SIK1(redirected from salt-inducible protein kinase 1)
SIK1A gene on chromosome 21q22.3 that encodes a serine/threonine-protein kinase involved in a plethora of cellular processes, including cell cycle regulation, gluconeogenesis and lipogenesis regulation, muscle growth and differentiation, and tumour suppression. Once activated by by CaMK1, SIK1 regulates cognate proteins by phosphorylating them: it phosphorylates p53/TP53 in response to loss of adhesion thereby suppressing metastasis; it phosphorylates the PPME1 subunit of protein phosphatase 2A (PP2A), leading to dephosphorylation of the sodium/potassium-transporting ATPase, ATP1A1, and subsequent increase of ATP1A1’s activity; and it phosphorylates muscle cells, inhibiting class-II histone deacetylases HDAC4 and HDAC5, thus promoting expression of MEF2 target genes in myocytes.
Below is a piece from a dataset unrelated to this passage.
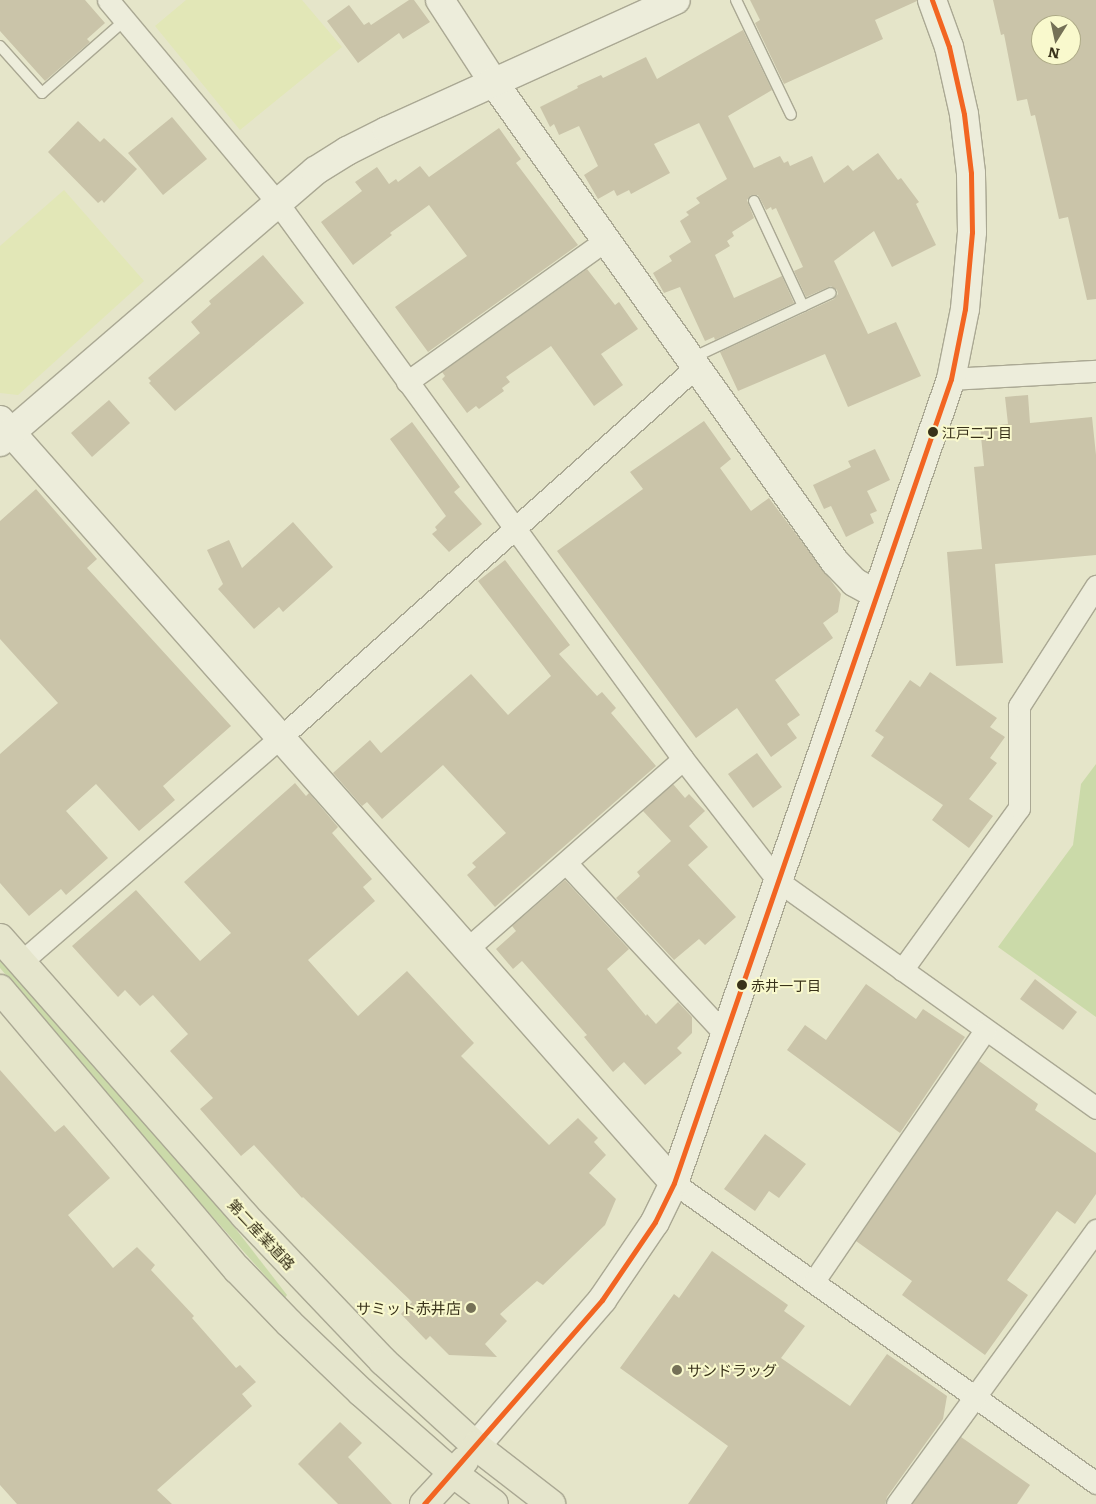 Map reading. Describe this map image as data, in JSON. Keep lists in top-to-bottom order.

SIK1 is required during cardiomyogenesis, and regulates the exit of cardiomyoblasts from the cell cycle by downregulating CDKN1C/p57Kip2. SIK1 regulates hepatic gluconeogenesis by phosphorylating and repressing the CREB-specific coactivators TORC1/CRTC1 and TORC2/CRTC2, inhibiting CREB activity; it also regulates hepatic lipogenesis by phosphorylating and inhibiting SREBF1.
Defects in SIK1 are associated with breast and other cancers, and generally carry a poor prognosis.